▶ _Saved entries_:
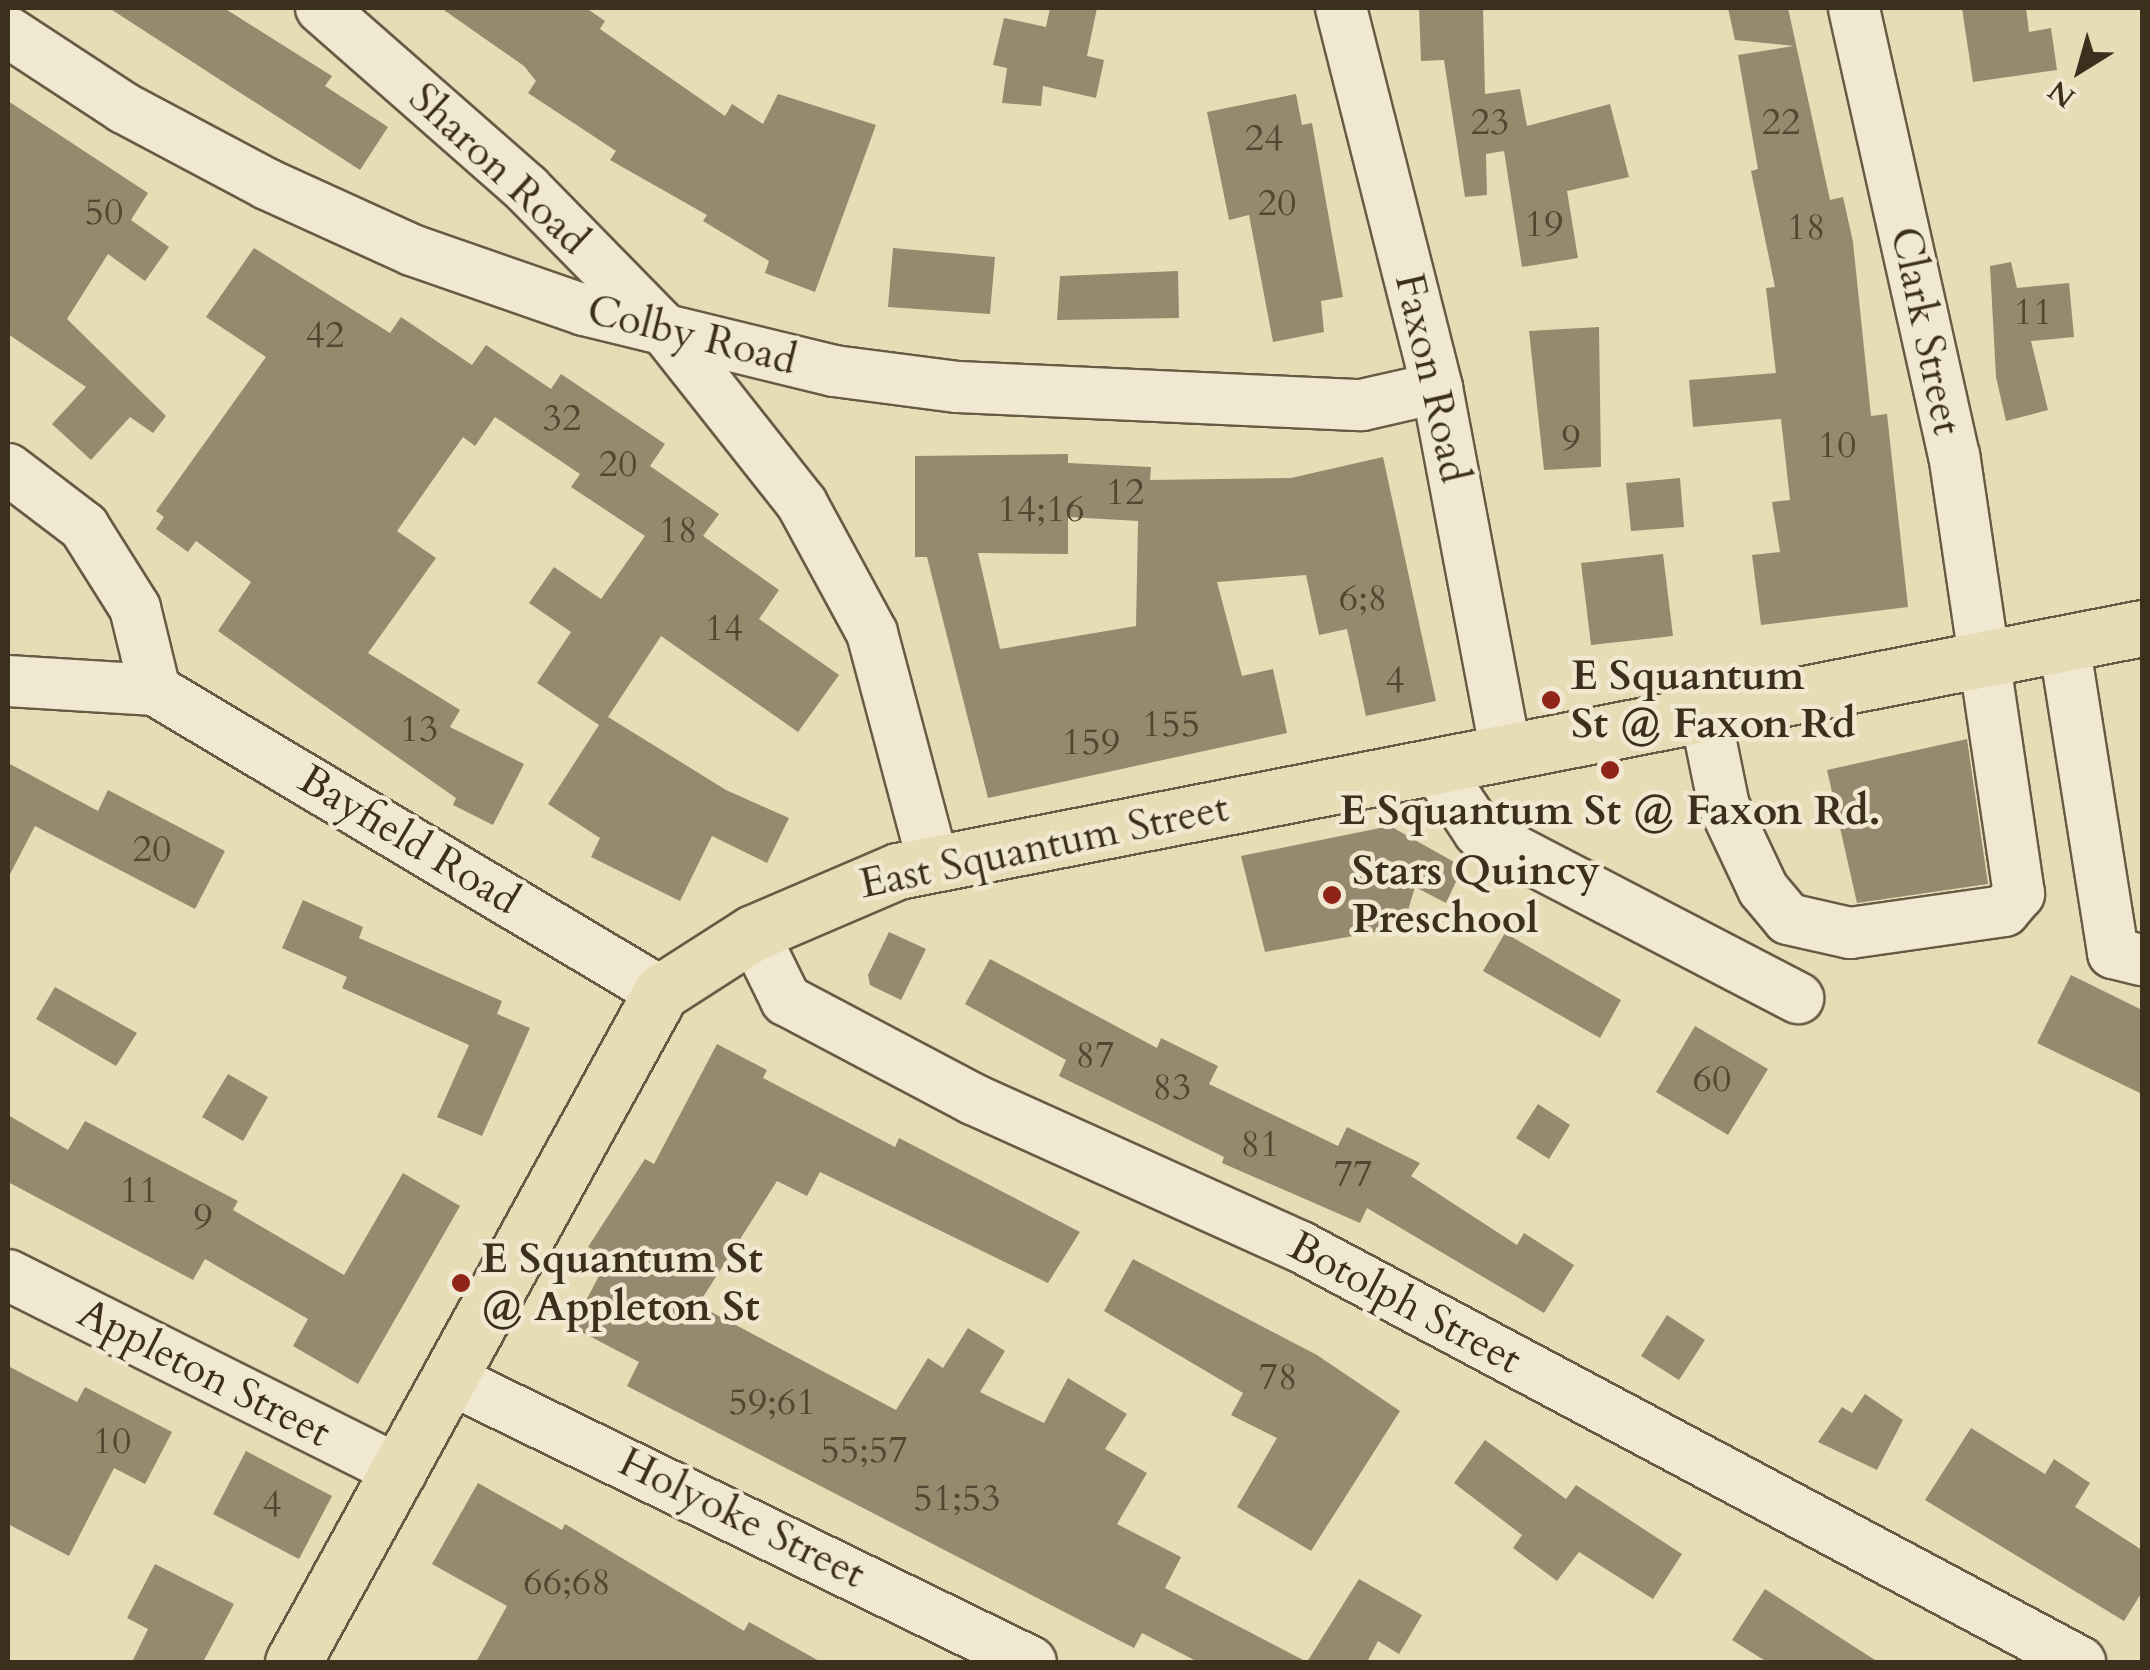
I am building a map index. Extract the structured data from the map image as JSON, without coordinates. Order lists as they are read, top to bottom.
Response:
{
  "streets": {
    "main road": ["East Squantum Street"],
    "street": [
      "Sharon Road",
      "Clark Street",
      "Colby Road",
      "Faxon Road",
      "Bayfield Road",
      "Botolph Street",
      "Appleton Street",
      "Holyoke Street"
    ]
  },
  "crossings": [
    ["Sharon Road", "Colby Road"],
    ["Sharon Road", "East Squantum Street"],
    ["Clark Street", "East Squantum Street"],
    ["Colby Road", "Faxon Road"],
    ["Faxon Road", "East Squantum Street"],
    ["Bayfield Road", "East Squantum Street"],
    ["East Squantum Street", "Botolph Street"],
    ["East Squantum Street", "Appleton Street"],
    ["East Squantum Street", "Holyoke Street"]
  ],
  "places": [
    "E Squantum St @ Faxon Rd",
    "E Squantum St @ Faxon Rd.",
    "Stars Quincy Preschool",
    "E Squantum St @ Appleton St"
  ],
  "house_numbers": [
    "23",
    "22",
    "24",
    "20",
    "50",
    "19",
    "18",
    "11",
    "42",
    "32",
    "9",
    "10",
    "20",
    "12",
    "14;16",
    "18",
    "6;8",
    "14",
    "4",
    "155",
    "13",
    "159",
    "20",
    "87",
    "60",
    "83",
    "81",
    "77",
    "11",
    "9",
    "78",
    "59;61",
    "10",
    "55;57",
    "51;53",
    "4",
    "66;68"
  ],
  "north": "bottom left"
}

▶ _Aim of the exercise_: Scan the lines above for "Botolph", then copy every one that has it.

▶ _Task solution_:
      "Botolph Street",
    ["East Squantum Street", "Botolph Street"],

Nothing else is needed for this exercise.